[Stored items]
--- START ---
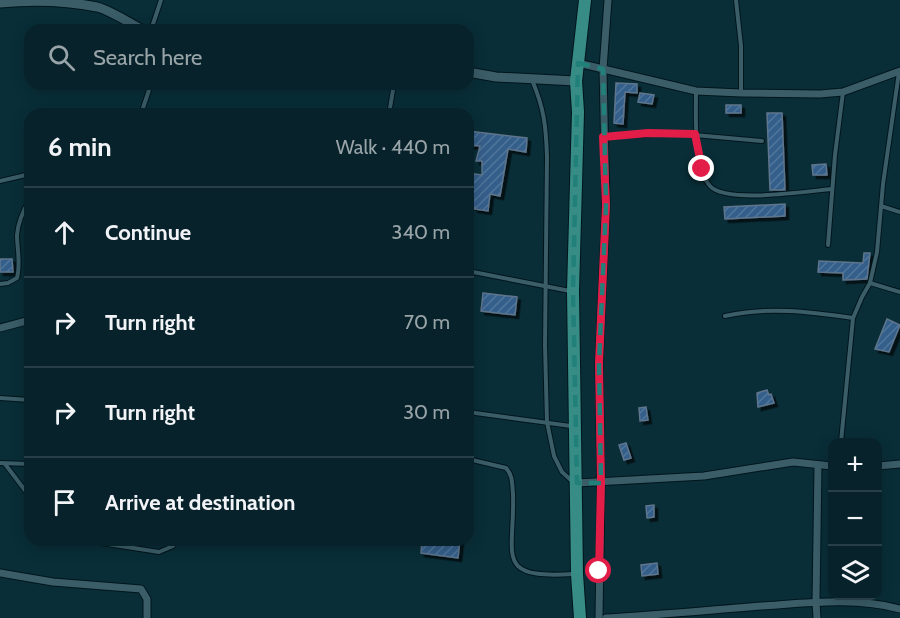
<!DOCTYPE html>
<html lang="en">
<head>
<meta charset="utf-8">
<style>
	:root { --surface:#07222a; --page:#102a32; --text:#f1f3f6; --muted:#98a4a8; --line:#283f47 }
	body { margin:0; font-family:Cabin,sans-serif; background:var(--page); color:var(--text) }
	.controls { position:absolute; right:18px; bottom:18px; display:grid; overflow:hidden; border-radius:12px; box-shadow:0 3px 15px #0003 }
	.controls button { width:54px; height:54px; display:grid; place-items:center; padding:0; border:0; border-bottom:2px solid var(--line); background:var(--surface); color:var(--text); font:30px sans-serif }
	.stop { position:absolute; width:18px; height:18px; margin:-14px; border:4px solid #e11d48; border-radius:50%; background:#fff }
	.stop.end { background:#e11d48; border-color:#fff; box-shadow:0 2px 6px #0008 }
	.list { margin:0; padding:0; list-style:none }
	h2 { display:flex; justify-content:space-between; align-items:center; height:78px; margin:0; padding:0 24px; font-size:26px }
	h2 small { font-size:20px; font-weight:400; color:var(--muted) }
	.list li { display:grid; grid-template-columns:39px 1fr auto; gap:18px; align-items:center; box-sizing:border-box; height:90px; padding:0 24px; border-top:2px solid var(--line) }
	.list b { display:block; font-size:22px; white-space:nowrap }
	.list em { font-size:20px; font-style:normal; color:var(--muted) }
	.icon { flex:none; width:33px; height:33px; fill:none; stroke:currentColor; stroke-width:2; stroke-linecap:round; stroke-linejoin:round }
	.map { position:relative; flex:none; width:900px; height:618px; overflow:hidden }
	.search { position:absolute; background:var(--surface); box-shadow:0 3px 15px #0003; left:24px; top:24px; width:450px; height:66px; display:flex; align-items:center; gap:15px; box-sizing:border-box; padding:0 21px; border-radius:18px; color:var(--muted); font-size:22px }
	.panel { position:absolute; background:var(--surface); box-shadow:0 3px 15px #0003; left:24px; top:108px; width:450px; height:438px; border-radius:18px }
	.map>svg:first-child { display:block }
	.building { fill:url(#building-hatch); stroke:#5f758c; stroke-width:1.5; filter:url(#shadow) }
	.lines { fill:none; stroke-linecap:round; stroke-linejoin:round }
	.service-casing { stroke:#00151c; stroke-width:6 }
	.minor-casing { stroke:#00151c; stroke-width:9 }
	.tertiary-casing { stroke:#00151c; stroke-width:11 }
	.trunk-casing { stroke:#00151c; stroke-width:14 }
	.service { stroke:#3a5d68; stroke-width:4 }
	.minor { stroke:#3a5d68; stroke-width:7 }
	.tertiary { stroke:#3a5d68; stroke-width:9 }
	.trunk { stroke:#388c86; stroke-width:12 }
	.route { stroke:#e11d48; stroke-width:8 }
	.marked { fill:none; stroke:#22807a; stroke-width:4.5; stroke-dasharray:12 8; stroke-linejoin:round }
</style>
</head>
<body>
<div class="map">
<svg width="900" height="618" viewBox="0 0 900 618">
	<defs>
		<pattern id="building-hatch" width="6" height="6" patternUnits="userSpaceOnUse" patternTransform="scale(1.5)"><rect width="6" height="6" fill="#345f8b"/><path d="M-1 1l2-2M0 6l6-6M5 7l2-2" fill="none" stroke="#50769b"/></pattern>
		<filter id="shadow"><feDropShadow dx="3.5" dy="3.5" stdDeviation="0" flood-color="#0009"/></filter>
	</defs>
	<rect width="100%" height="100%" fill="#092e38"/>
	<g class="building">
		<path d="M616,83L637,84V93L625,92L623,124L614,123Z"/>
		<path d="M640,93L654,95L652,104L638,102Z"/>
		<rect x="726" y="105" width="15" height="8"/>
		<path d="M767,113H782L785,190H770Z"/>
		<path d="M468,131L527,138L526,152L508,149L500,196L490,194L488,211L474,209L475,207L468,206V173L482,175V161H476L480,146L468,145Z"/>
		<path d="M826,164L827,175H813L812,165Z"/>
		<path d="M785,204V216L725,219L724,207Z"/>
		<path d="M864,253H870L867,279L843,280V273L818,272L819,261L863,263Z"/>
		<path d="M0,259H12L13,272H0Z"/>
		<path d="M483,293L517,297L515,315L481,311Z"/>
		<path d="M887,319L900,325L889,352L875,349Z"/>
		<path d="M767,390L769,395L771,394L774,403L758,407L757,393Z"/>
		<path d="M646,407L648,420L640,421L639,408Z"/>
		<path d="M626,443L631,458L624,460L619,445Z"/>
		<path d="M654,505V517L647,518L646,506Z"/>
		<path d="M422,540H460L458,558L421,553Z"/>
		<path d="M657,563L658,574L642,576L641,565Z"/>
	</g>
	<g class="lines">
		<defs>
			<g id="service">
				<path d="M736,0L741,46V92"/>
				<path d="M151,30L161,0"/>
				<path d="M532,80C544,108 546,126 547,157L545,345L547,422L554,456L562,472L573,482"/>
				<path d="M696,92C696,116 693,167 710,186C726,204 808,191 832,189"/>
				<path d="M141,114L151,84"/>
				<path d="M389,114L394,84"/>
				<path d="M604,137L672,133L762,141"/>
				<path d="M0,181L30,174"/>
				<path d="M881,206L900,212"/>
				<path d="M828,245L835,155L843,92"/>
				<path d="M468,271L570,291"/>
				<path d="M870,283L900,292"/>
				<path d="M0,284L8,283L17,278C21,263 17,249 17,235C18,222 24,209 30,199"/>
				<path d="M725,316C767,306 811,312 853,318"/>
				<path d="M0,398L30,400"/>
				<path d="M468,412L571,426"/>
				<path d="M841,442L853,318L862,297L870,283L877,252L883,184L899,72"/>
				<path d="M468,459L506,468C513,475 512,485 513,494C515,556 493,579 573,574"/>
				<path d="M0,463L30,464"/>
				<path d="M5,464L30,497"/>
				<path d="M82,540L159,552L173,546L176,540"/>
				<path d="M398,540L401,543"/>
			</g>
			<g id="minor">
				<path d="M578,63L696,91L741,93L820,94L843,92L900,71"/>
				<path d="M0,328L30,320"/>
				<path d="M878,466L900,464"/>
				<path d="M577,483L704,476L793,462L832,466"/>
				<path d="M0,573L53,582L141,589L147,599V618"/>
				<path d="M599,618L601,483L599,363L606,205L603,69L608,0"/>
				<path d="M606,618C658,615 710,610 762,606C807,603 856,597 900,609"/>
				<path d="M817,618L816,603L818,465"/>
			</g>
			<g id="tertiary">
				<path d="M0,3C31,0 67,1 97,7C112,11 129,23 143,30"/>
				<path d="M468,72L496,77L576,81"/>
			</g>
			<path id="trunk" d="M580,618L577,574L573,291L578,112L576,81L585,0"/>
		</defs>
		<use href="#service" class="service-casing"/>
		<use href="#minor" class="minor-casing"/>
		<use href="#tertiary" class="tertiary-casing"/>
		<use href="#trunk" class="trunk-casing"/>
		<use href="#service" class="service"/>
		<use href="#minor" class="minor"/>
		<use href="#tertiary" class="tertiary"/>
		<use href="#trunk" class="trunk"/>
	</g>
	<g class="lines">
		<path class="route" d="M599,571L601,483L599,363L606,205L603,137L648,133L695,134L702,169"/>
	</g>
	<path class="marked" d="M578,63L603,69L606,205L599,363L601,483H577L573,291Z"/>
</svg>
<div class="controls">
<button>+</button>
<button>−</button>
<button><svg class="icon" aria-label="layers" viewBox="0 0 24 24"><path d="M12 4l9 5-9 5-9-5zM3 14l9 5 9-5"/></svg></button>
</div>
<div class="stop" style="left:599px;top:571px"></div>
<div class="stop end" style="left:702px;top:169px"></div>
<div class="search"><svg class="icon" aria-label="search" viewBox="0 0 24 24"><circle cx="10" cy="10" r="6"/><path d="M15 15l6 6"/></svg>Search here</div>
<section class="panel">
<h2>6 min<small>Walk · 440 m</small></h2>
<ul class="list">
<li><svg class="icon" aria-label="ahead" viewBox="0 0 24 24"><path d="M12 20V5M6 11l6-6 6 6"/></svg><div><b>Continue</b></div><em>340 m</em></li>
<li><svg class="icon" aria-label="right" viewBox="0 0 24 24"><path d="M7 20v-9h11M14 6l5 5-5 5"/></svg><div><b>Turn right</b></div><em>70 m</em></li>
<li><svg class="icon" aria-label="right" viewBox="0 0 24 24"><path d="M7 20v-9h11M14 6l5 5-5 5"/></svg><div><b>Turn right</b></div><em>30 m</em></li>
<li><svg class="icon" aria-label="arrive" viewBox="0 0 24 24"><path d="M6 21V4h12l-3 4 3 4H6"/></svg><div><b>Arrive at destination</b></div></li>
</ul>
</section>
</div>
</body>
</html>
--- END ---
#### Exercise goal:
Check every line of the records above for the string "list". Copy those that hold it.

#### Response box:
	.list { margin:0; padding:0; list-style:none }
	.list li { display:grid; grid-template-columns:39px 1fr auto; gap:18px; align-items:center; box-sizing:border-box; height:90px; padding:0 24px; border-top:2px solid var(--line) }
	.list b { display:block; font-size:22px; white-space:nowrap }
	.list em { font-size:20px; font-style:normal; color:var(--muted) }
<ul class="list">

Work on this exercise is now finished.